Retype only what runs from the first line of the listing to the line holding "display:grid; place-items:center; width:66px;", both included. Do not retype the pictures.

☆ ☆ ☆ ☆ ☆

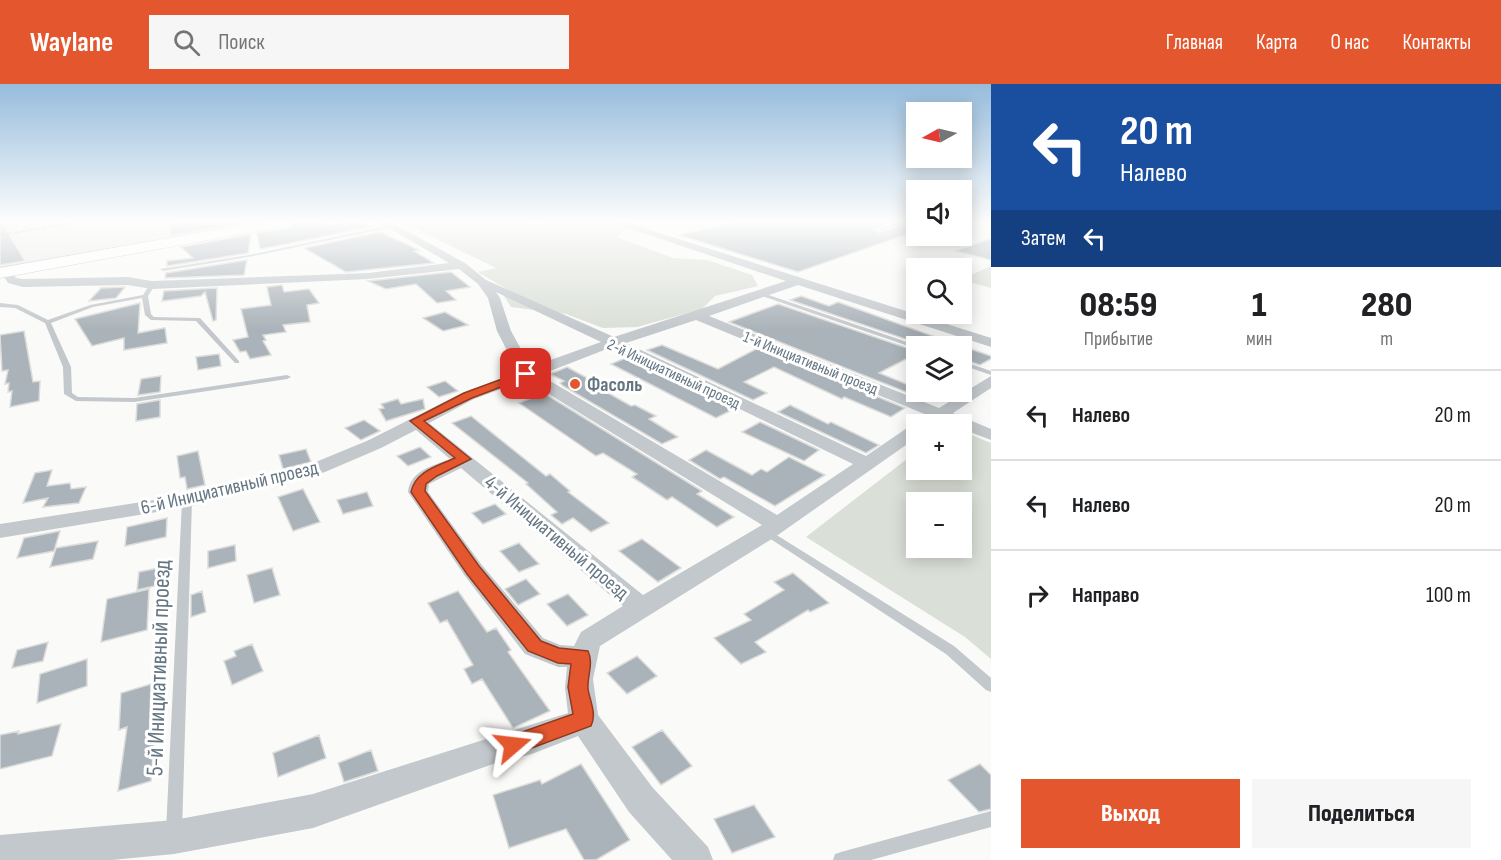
<!DOCTYPE html>
<html lang="ru">
<head>
<meta charset="utf-8">
<style>
  body { margin:0; font-family:"Sofia Sans Condensed",sans-serif; background:#f6f6f6; color:#202124; height:100vh; display:flex; flex-direction:column; font-size:22px; white-space:nowrap }
  * { box-sizing:border-box; margin:0 }
  p { font-size:20px; color:#757577 }
  .icon { flex:none; width:33px; height:33px; fill:none; stroke:currentColor; stroke-width:2; stroke-linecap:round; stroke-linejoin:round }
  .map { position:relative; flex:1; overflow:hidden }
  .drawer { display:flex; flex-direction:column; background:#fff; width:510px }
  .drawer>* { flex:none }
  .guide { background:#1a4fa0; color:#fff; overflow:hidden }
  .needle { width:39px; rotate:262deg }
  .buttons { position:absolute; left:906px; top:18px; display:grid; gap:12px }
  .buttons a { display:grid; place-items:center; width:66px; height:66px; border-radius:0px; background:#fff; box-shadow:0 3px 15px #0003; font-size:30px }
  .pin { position:absolute; display:grid; place-items:center; width:51px; height:51px; color:#fff; margin:-26px; border-radius:12px; box-shadow:0 3px 9px #0006 }
  .me { position:absolute; width:66px; margin:-33px; rotate:73deg; stroke-linejoin:round; filter:drop-shadow(0 0 4px #0008) }
  .turn { display:flex; align-items:center; gap:21px; height:126px; padding:0 30px; font-size:27px }
  .turn .icon { width:78px; height:78px; stroke-width:2.5 }
  .turn b { display:block; font-size:42px; line-height:51px }
  .then { display:flex; align-items:center; height:57px; padding:0 30px; background:#0003; gap:12px; font-size:22px }
  .eta { display:flex; justify-content:space-evenly; align-items:center; height:102px; text-align:center }
  .eta b { font-size:36px; font-weight:800; line-height:42px }
  .action { display:flex; gap:12px; margin-top:auto; padding:12px 30px }
  .action a { flex:1; height:69px; border-radius:0px; background:#e4572e; color:#fff; font-size:24px; font-weight:800; line-height:69px; text-align:center }
  .action a+a { background:#f6f6f6; color:#202124 }
  ul { padding:0; list-style:none }
  li { display:flex; align-items:center; gap:18px; height:90px; padding:0 30px; border-top:2px solid #e0e0e0 }
  li div { flex:1 }
  li b { display:block; font-size:22px }
  li em { font-style:normal }
  header { display:flex; align-items:center; gap:36px; box-sizing:border-box; height:84px; padding:0 30px; background:#e4572e; color:#fff }
  header strong { font-size:28px }
  nav { display:flex; gap:33px; margin-inline-start:auto; font-size:21px }
  .search { width:420px; height:54px; background:#f6f6f6; display:flex; align-items:center; gap:15px; box-sizing:border-box; padding:0 21px; border-radius:0px; color:#757577; font-size:22px }
  main { display:flex; flex:1; min-height:0 }
  .map>svg:first-child { display:block }
</style>
</head>
<body>
<header>
<strong>Waylane</strong>
<div class="search"><svg class="icon" aria-label="search" viewBox="0 0 24 24"><circle cx="10" cy="10" r="6"/><path d="M15 15l6 6"/></svg>Поиск</div>
<nav><a>Главная</a><a>Карта</a><a>О нас</a><a>Контакты</a></nav>
</header>
<main>
<div class="map">
<svg width="991" height="776" viewBox="0 0 991 776">
  <rect width="100%" height="100%" fill="#fafaf8"/>
  <path fill="#e8e9e9" d="M0,137H269L0,185Z"/>
  <path fill="#dadfd7" fill-rule="evenodd" d="M400,137H519C538,144 543,140 561,137C584,135 606,138 628,145L616,153L673,174L707,176L752,191L758,202L715,212L702,225L637,243L603,244L566,230L511,223L504,212L513,209L478,188L496,184Z
    M991,182V204L962,196V195Z
    M962,347L991,359V575L965,553L806,453L916,368V386H962ZM916,418H962V464H916Z"/>
  <path fill="#aab3b9" stroke="#dcdcda" stroke-width="1.5" d="M0,137H1L25,177L0,181Z
    M172,137H251L170,152Z
    M298,137H320L321,142L358,137L370,143L260,165L257,149L290,143Z
    M742,137H893L874,145L879,149L910,137H916V147L798,188L679,151Z
    M380,148L419,166L414,167L434,179L346,188L304,164Z
    M251,150L248,169L167,182V177L193,174L181,163Z
    M991,154V176L956,167Z
    M247,176L244,191L165,194L166,189Z
    M451,188L470,203L446,207L456,216L437,219L416,200L386,205L368,197Z
    M282,201L284,208L309,205L319,219L307,221L310,238L283,241L286,248L263,251L266,256L263,257L271,271L250,275L246,267L240,268L233,256L248,253L241,225L271,221L267,203Z
    M125,203L116,214L89,217L101,204Z
    M217,204L216,236L213,237L205,208L201,212L162,217L164,207Z
    M801,212L829,222L838,218L944,256L930,262H921L920,260L790,216Z
    M140,219L138,249L165,244L167,259L124,266V254L92,262L75,235Z
    M778,220L916,267V270L879,289L916,304V308L930,309L921,314L729,238Z
    M445,228L468,241L443,247L423,234Z
    M24,247L33,298L40,297L39,317L10,323L12,307L8,308L9,299L5,300L8,286L2,287L0,251Z
    M662,261L718,285L758,264L905,324L891,333L844,313L842,315L774,283L744,298L767,309L753,316L647,266Z
    M962,262L991,272V275L980,281L962,275Z
    M219,270L221,282L198,286L196,273Z
    M628,273L734,325L716,334L611,280Z
    M567,283L598,300L594,301L631,322L635,321L656,332L649,335L678,353L662,360L563,302L560,299L564,297L550,290Z
    M161,292L160,308L138,311L141,295Z
    M445,297L458,307L439,313L427,303Z
    M544,309L702,407L697,410L734,433L717,443L672,413L667,416L632,393L637,390L603,369L596,372L519,319Z
    M398,315L401,320L423,315L425,325L386,337L379,325L384,324L381,320Z
    M160,316V333L136,337L137,320Z
    M790,321L828,340L831,338L879,361L866,369L778,328Z
    M471,332L546,392L550,390L570,407L568,408L609,439L591,448L573,434L562,440L551,431L557,428L526,400L528,399L452,339Z
    M364,336L380,347L361,356L345,344Z
    M760,338L819,366L804,377L742,348Z
    M420,363L431,373L408,382L397,372Z
    M306,365L311,378L283,385L279,371Z
    M706,366L752,391L761,385L767,388L789,373L825,391L775,422L724,393L720,395L689,376Z
    M198,367L205,401L187,405L185,393L180,394L177,372Z
    M52,386L47,402L70,399L71,405L86,403L79,419L43,423L48,414L23,419L35,389Z
    M303,405L320,438L293,447L278,413Z
    M367,408L373,422L343,430L337,416Z
    M495,420L506,430L483,440L472,429Z
    M167,434L166,453L125,462L127,443Z
    M60,447L54,467L17,474L24,454Z
    M642,455L681,484L658,498L619,467Z
    M98,457L93,475L50,483L56,464Z
    M519,459L539,480L519,488L500,467Z
    M235,461L236,477L208,484V467Z
    M169,482L168,499L137,506L139,488Z
    M272,484L280,511L254,519L247,491Z
    M793,489L829,519L810,528L808,526L755,558L766,568L741,580L714,554L751,536L744,530L784,506L774,498Z
    M526,495L540,510L518,521L505,505Z
    M149,505L147,546L101,558L107,515Z
    M202,507L206,528L191,533V511Z
    M458,507L487,548L496,544L511,566L508,568L550,627L513,644L482,595L472,600L464,585L473,581L447,536L440,539L428,519Z
    M568,510L588,531L567,542L547,520Z
    M48,558L43,577L12,584L17,566Z
    M252,560L263,587L232,601L224,577L236,572L234,567Z
    M637,572L657,592L627,610L607,589Z
    M87,575V602L37,619L40,590Z
    M151,600L149,660L154,659L151,697L118,707L127,643L119,646L121,609Z
    M61,640L52,672L0,685V651L19,647L18,650Z
    M662,646L692,682L661,701L632,663Z
    M319,651L326,674L278,693L273,669Z
    M371,666L378,687L344,698L338,679Z
    M581,680L630,756L596,776H584L566,745L509,764L493,711L540,696L542,700Z
    M980,680L991,691V725L979,728L948,696Z
    M754,721L775,753L732,769L714,735Z"/>
  <g fill="none" stroke-linecap="round" stroke-linejoin="round">
    <g stroke="#b3babf" stroke-width="1">
      <path id="secondary" d="M266,137H296L290,141L0,194V184Z
        M966,137H991V145L967,140Z"/>
    </g>
    <path fill="#c3c8cc" fill-rule="evenodd" d="M901,137H908L880,147L876,146Z
      M391,141L393,143L249,173L163,187L160,185L249,171Z
      M152,199L155,201L148,212L151,230L154,233L200,234L239,277V279H235L196,237L151,236L145,231L142,214L93,223L51,239L71,283L72,309L78,313L134,314L287,291L291,293L287,295L134,318L76,317L64,310L63,283L45,239L15,224L0,223V219L18,221L48,236L90,221L143,211L150,200Z
      M756,208H760L919,262H916V265L914,264L756,210Z
      M962,277L991,287V291L962,281Z
      M187,414L192,417L182,747L180,753L174,755L168,753L166,747L182,417Z
      M767,445L954,562L991,594V608L986,606L946,570L763,450L762,448L763,446Z
      M991,727V743L871,776H833L835,770L841,768Z"/>
    <path fill="#c3c8cc" fill-rule="evenodd" d="M377,137H389L465,179L486,196L614,253L786,197L607,137H622L991,254V263L798,201L709,232L939,324L991,292V304L953,329L991,345V356L962,345V340H950L941,337L933,340L927,339L924,335L927,331L696,236L626,259L866,372L910,342L916,341V354L775,453L600,562L593,595L598,631L653,704L708,763L713,776H672L629,728L578,652L532,670L493,680L313,744L174,770L112,776H0V751L174,736L313,710L568,629L565,604L567,583H558L525,570L465,492L408,408C410,387 432,382 450,375L416,346L381,364L325,388L187,423L0,454V440L187,411L311,380L369,356L462,309L518,288L497,247L488,214L478,200L459,185L368,195L152,205L128,201L23,203L8,199L1,188L3,186H11L16,194L23,195L128,193L152,197L368,189L449,179ZM496,208L601,258L531,283L511,247L500,214ZM612,263L853,380L777,431L540,291ZM526,296L762,441L643,511L429,339L474,315ZM461,384L623,522L581,548L574,562L560,561L543,554L481,480L428,408L429,400Z"/>
    <use href="#secondary" fill="#fff" fill-rule="evenodd"/>
    <path stroke="#a2aab0" stroke-width="2" stroke-dasharray="5 2" stroke-linecap="butt" d="M0,151L84,137"/>
  </g>
  <linearGradient id="sky" x2="0" y2="1"><stop stop-color="#96bcdc"/><stop offset="0.56" stop-color="#fdfdfc"/><stop offset="1" stop-color="#fdfdfc" stop-opacity="0"/></linearGradient>
  <rect width="991" height="246" fill="url(#sky)"/>
  <path fill="#e4572e" stroke="#94391e" stroke-width="1.5" d="M526,286L530,287V292L472,314L424,337L471,375L437,392L426,400L425,407L479,482L541,557L559,564L588,567C594,579 587,592 588,605C590,617 597,630 591,642L513,671L505,668L502,661L505,654L573,630L568,603L571,580L558,579L528,567L467,490L411,408C415,387 438,382 455,374L410,337L464,309Z"/>
  <circle fill="#e4572e" stroke="#fff" stroke-width="2" cx="575" cy="300" r="6"/>
  <g text-anchor="middle" stroke-width="6" stroke-linejoin="round" paint-order="stroke">
    <g font-size="16" fill="#657683" stroke="#fff">
      <text transform="translate(811 278) rotate(22)" y="6">1-й Инициативный проезд</text>
      <text transform="translate(674 289) rotate(25)" y="6">2-й Инициативный проезд</text>
    </g>
    <g font-size="20" font-weight="bold" fill="#657683" stroke="#fff" text-anchor="start">
      <text x="587" y="307">Фасоль</text>
    </g>
    <g font-size="20" fill="#657683" stroke="#fff">
      <text transform="translate(229 403) rotate(-13)" y="7">6-й Инициативный проезд</text>
      <text transform="translate(557 453) rotate(40)" y="7">4-й Инициативный проезд</text>
    </g>
    <g font-size="24" fill="#657683" stroke="#fff">
      <text transform="translate(158 584) rotate(-88)" y="8">5-й Инициативный проезд</text>
    </g>
  </g>
</svg>
<div class="buttons">
<a><svg class="needle" viewBox="-14 -14 28 28"><path d="M0-13l5 13h-10z" fill="#e53935"/><path d="M0 13l5-13h-10z" fill="#757577"/></svg></a>
<a><svg class="icon" aria-label="sound" viewBox="0 0 24 24"><path d="M4 9h4l5-4v14l-5-4H4zM17 9q2 3 0 6"/></svg></a>
<a><svg class="icon" aria-label="search" viewBox="0 0 24 24"><circle cx="10" cy="10" r="6"/><path d="M15 15l6 6"/></svg></a>
<a><svg class="icon" aria-label="layers" viewBox="0 0 24 24"><path d="M12 4l9 5-9 5-9-5zM3 14l9 5 9-5"/></svg></a>
<a>+</a>
<a>−</a>
</div>
<div class="pin" style="left:526px;top:290px;background:#d93025"><svg class="icon" aria-label="arrive" viewBox="0 0 24 24"><path d="M6 21V4h12l-3 4 3 4H6"/></svg></div>
<svg class="me" style="left:513px;top:661px" viewBox="-20 -20 40 40"><path d="M0-17L14 15 0 8-14 15z" fill="#e4572e" stroke="#fff" stroke-width="4"/></svg>
</div>
<section class="drawer">
<div class="guide">
<div class="turn"><svg class="icon" aria-label="left" viewBox="0 0 24 24"><path d="M17 20v-9H6M10 6l-5 5 5 5"/></svg><div><b>20 m</b>Налево</div></div>
<div class="then">Затем<svg class="icon" aria-label="left" viewBox="0 0 24 24"><path d="M17 20v-9H6M10 6l-5 5 5 5"/></svg></div>
</div>
<div class="eta">
<div><b>08:59</b><p>Прибытие</p></div>
<div><b>1</b><p>мин</p></div>
<div><b>280</b><p>m</p></div>
</div>
<ul>
<li><svg class="icon" aria-label="left" viewBox="0 0 24 24"><path d="M17 20v-9H6M10 6l-5 5 5 5"/></svg><div><b>Налево</b></div><em>20 m</em></li>
<li><svg class="icon" aria-label="left" viewBox="0 0 24 24"><path d="M17 20v-9H6M10 6l-5 5 5 5"/></svg><div><b>Налево</b></div><em>20 m</em></li>
<li><svg class="icon" aria-label="right" viewBox="0 0 24 24"><path d="M7 20v-9h11M14 6l5 5-5 5"/></svg><div><b>Направо</b></div><em>100 m</em></li>
</ul>
<div class="action"><a>Выход</a><a>Поделиться</a></div>
</section>
</main>
</body>
</html>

☆ ☆ ☆ ☆ ☆

**Response box**
<!DOCTYPE html>
<html lang="ru">
<head>
<meta charset="utf-8">
<style>
  body { margin:0; font-family:"Sofia Sans Condensed",sans-serif; background:#f6f6f6; color:#202124; height:100vh; display:flex; flex-direction:column; font-size:22px; white-space:nowrap }
  * { box-sizing:border-box; margin:0 }
  p { font-size:20px; color:#757577 }
  .icon { flex:none; width:33px; height:33px; fill:none; stroke:currentColor; stroke-width:2; stroke-linecap:round; stroke-linejoin:round }
  .map { position:relative; flex:1; overflow:hidden }
  .drawer { display:flex; flex-direction:column; background:#fff; width:510px }
  .drawer>* { flex:none }
  .guide { background:#1a4fa0; color:#fff; overflow:hidden }
  .needle { width:39px; rotate:262deg }
  .buttons { position:absolute; left:906px; top:18px; display:grid; gap:12px }
  .buttons a { display:grid; place-items:center; width:66px; height:66px; border-radius:0px; background:#fff; box-shadow:0 3px 15px #0003; font-size:30px }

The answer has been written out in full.